* **DIRECTIONS**:
Where the records below reach the line containing "const c = document.querySelector('canvas').getContext('2d');", start transcribing, and end with the line containing "function drawText(font, color, halo, rows, align", exactly and with nothing else added.
━━ RECORDED INFORMATION
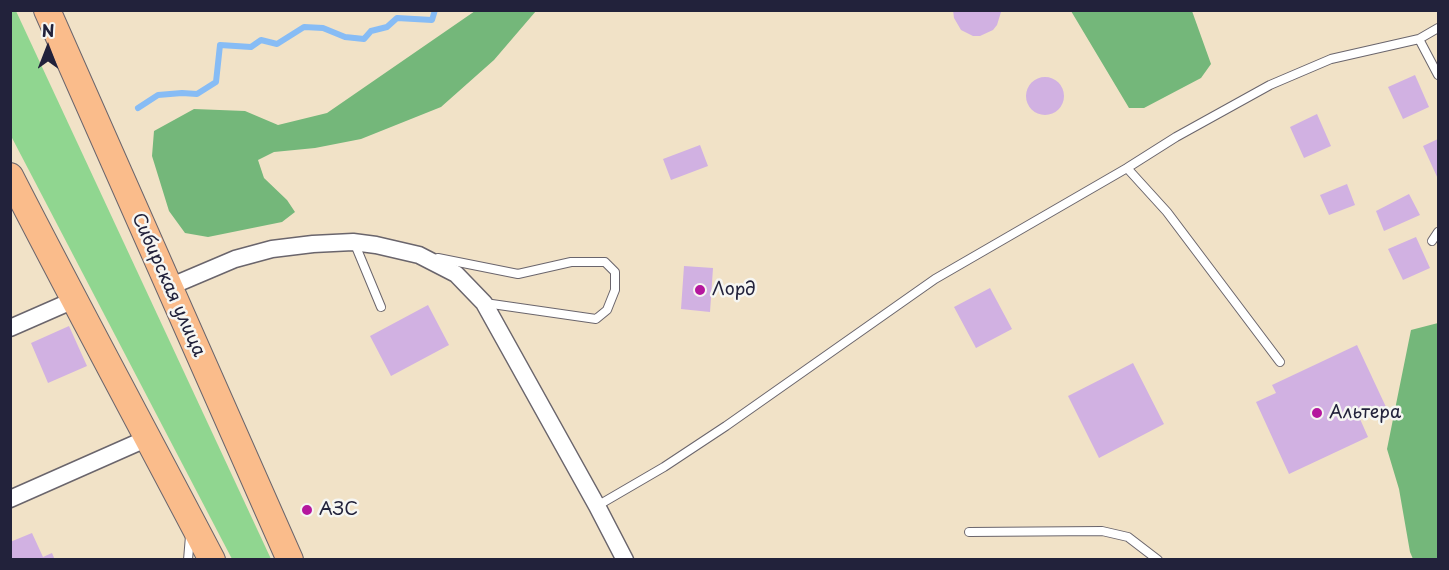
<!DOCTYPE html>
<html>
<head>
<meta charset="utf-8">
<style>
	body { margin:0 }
	#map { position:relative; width:1449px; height:570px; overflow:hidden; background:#f1e2c7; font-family:"Playpen Sans",sans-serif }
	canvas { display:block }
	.frame { position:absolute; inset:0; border:12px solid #22223b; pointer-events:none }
	.north { position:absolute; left:18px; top:18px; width:60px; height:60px; -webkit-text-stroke:4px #f6f6f2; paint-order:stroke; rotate:0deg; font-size:16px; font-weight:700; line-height:24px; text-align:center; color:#22223b }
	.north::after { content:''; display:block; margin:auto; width:21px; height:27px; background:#22223b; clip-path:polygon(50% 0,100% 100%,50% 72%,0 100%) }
</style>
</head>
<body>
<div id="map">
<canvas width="1449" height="570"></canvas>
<div class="frame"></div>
<div class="north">N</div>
</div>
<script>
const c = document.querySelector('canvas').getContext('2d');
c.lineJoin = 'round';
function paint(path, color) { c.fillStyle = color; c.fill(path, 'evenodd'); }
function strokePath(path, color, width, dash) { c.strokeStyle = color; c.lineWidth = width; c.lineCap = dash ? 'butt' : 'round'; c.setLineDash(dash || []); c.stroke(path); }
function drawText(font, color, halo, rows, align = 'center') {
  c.font = font + ' "Playpen Sans",sans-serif'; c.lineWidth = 5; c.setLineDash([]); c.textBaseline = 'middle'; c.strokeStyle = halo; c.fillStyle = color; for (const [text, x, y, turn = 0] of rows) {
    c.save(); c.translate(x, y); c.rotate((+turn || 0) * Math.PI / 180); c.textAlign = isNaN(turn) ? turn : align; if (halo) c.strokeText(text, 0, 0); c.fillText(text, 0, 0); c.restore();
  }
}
paint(new Path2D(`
	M10,11H16L271,559H232L11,136Z`), '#90d690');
paint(new Path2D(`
	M475,11H536L494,60L441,107L361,139L315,148L274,152L258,160L264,178L287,200L295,212L282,222L208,237L185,233L169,211L152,156L154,131L194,109L245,111L278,125L327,113Z
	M1071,11H1192L1211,64L1201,78L1144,108H1129Z
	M1438,323V559H1413L1410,552L1399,489L1387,449L1411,330Z`), '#74b77a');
strokePath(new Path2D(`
	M138,108L158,95L182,93L197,94L216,82L220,45L251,47L261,40L277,44L304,27L323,28L345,37L364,39L371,31L387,27L397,18L432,20L435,10`), '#87bcf5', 6);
paint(new Path2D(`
	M953,10H1000L1001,12L997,25L993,30L980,36H973L961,30L954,18Z
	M1415,75L1429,107L1403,119L1388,87Z
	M1026 96a19 19 0 1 1 38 0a19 19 0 1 1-38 0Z
	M1317,114L1331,146L1304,158L1290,127Z
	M1438,139V179L1423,146Z
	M700,145L708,166L671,180L663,159Z
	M1347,184L1355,205L1329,215L1320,195Z
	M1409,194L1420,215L1384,231L1376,211Z
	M1416,237L1430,268L1403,280L1388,249Z
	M684,266L713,268L710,312L681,309Z
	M990,288L1012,329L976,348L954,307Z
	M428,305L449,345L391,376L370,336Z
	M69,326L87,366L48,383L31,343Z
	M1357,345L1386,407L1360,419L1368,437L1289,474L1256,402L1276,393L1272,385Z
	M1133,363L1164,424L1099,458L1068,396Z
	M32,533L43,557L52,553L55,560H10V542Z`), '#d1b1e2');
const service = new Path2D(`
	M1419,39L1438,75
	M1127,168L1167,212L1280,362
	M1432,241L1438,232
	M354,242L381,307
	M438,258L518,274L571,262H605L615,272V290L607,310L596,319L485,303
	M597,506L664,467L726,426L935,279L1127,168L1176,137L1270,85L1331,59L1419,39L1438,28
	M969,532L1102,531L1128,537L1158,560
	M188,560L190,536`);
const minor = new Path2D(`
	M169,287L235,259L272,249L313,244L353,242L376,245L419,255L456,274L484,303L597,506L625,560
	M10,328L74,300
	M10,499L148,438`);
const primary = new Path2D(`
	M47,10L290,560
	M10,176C76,305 145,432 212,560`);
strokePath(service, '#6a656c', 10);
strokePath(minor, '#6a656c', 19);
strokePath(primary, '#6a656c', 28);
strokePath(service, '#fff', 8);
strokePath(minor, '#fff', 16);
strokePath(primary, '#fabc8b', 26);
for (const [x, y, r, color] of [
	[700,290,6,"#b5179e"],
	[1317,413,6,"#b5179e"],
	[307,510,6,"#b5179e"]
]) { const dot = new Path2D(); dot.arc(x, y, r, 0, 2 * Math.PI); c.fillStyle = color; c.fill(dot); strokePath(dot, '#f6f6f2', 2); }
drawText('18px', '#22223b', '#f6f6f2', [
	["Сибирская улица",168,285,66]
]);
drawText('18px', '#22223b', '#f6f6f2', [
	["Лорд",712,290],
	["Альтера",1329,413],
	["АЗС",319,510]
], 'left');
</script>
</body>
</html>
━━━━
* **SOLUTION FOR THIS TASK**:
const c = document.querySelector('canvas').getContext('2d');
c.lineJoin = 'round';
function paint(path, color) { c.fillStyle = color; c.fill(path, 'evenodd'); }
function strokePath(path, color, width, dash) { c.strokeStyle = color; c.lineWidth = width; c.lineCap = dash ? 'butt' : 'round'; c.setLineDash(dash || []); c.stroke(path); }
function drawText(font, color, halo, rows, align = 'center') {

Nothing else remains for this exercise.